> [Instructions to follow] Nothing in the listing may change. Repeat all of it.

> [Available data]
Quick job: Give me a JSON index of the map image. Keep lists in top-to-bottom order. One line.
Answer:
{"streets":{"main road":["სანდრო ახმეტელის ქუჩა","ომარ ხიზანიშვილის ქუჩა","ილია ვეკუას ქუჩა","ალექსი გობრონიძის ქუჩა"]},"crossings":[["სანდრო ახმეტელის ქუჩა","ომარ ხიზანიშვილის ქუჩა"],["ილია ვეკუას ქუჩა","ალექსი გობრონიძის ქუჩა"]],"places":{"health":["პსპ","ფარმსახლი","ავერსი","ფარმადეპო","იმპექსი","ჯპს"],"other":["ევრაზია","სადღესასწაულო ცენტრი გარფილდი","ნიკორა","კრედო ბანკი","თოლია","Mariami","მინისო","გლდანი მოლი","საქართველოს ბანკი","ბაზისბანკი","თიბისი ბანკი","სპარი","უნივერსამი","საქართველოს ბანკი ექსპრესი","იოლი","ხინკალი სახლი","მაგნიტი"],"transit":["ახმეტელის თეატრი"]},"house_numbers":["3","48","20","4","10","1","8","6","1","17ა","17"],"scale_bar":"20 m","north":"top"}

> [Problem solution]
Quick job: Give me a JSON index of the map image. Keep lists in top-to-bottom order. One line.
Answer:
{"streets":{"main road":["სანდრო ახმეტელის ქუჩა","ომარ ხიზანიშვილის ქუჩა","ილია ვეკუას ქუჩა","ალექსი გობრონიძის ქუჩა"]},"crossings":[["სანდრო ახმეტელის ქუჩა","ომარ ხიზანიშვილის ქუჩა"],["ილია ვეკუას ქუჩა","ალექსი გობრონიძის ქუჩა"]],"places":{"health":["პსპ","ფარმსახლი","ავერსი","ფარმადეპო","იმპექსი","ჯპს"],"other":["ევრაზია","სადღესასწაულო ცენტრი გარფილდი","ნიკორა","კრედო ბანკი","თოლია","Mariami","მინისო","გლდანი მოლი","საქართველოს ბანკი","ბაზისბანკი","თიბისი ბანკი","სპარი","უნივერსამი","საქართველოს ბანკი ექსპრესი","იოლი","ხინკალი სახლი","მაგნიტი"],"transit":["ახმეტელის თეატრი"]},"house_numbers":["3","48","20","4","10","1","8","6","1","17ა","17"],"scale_bar":"20 m","north":"top"}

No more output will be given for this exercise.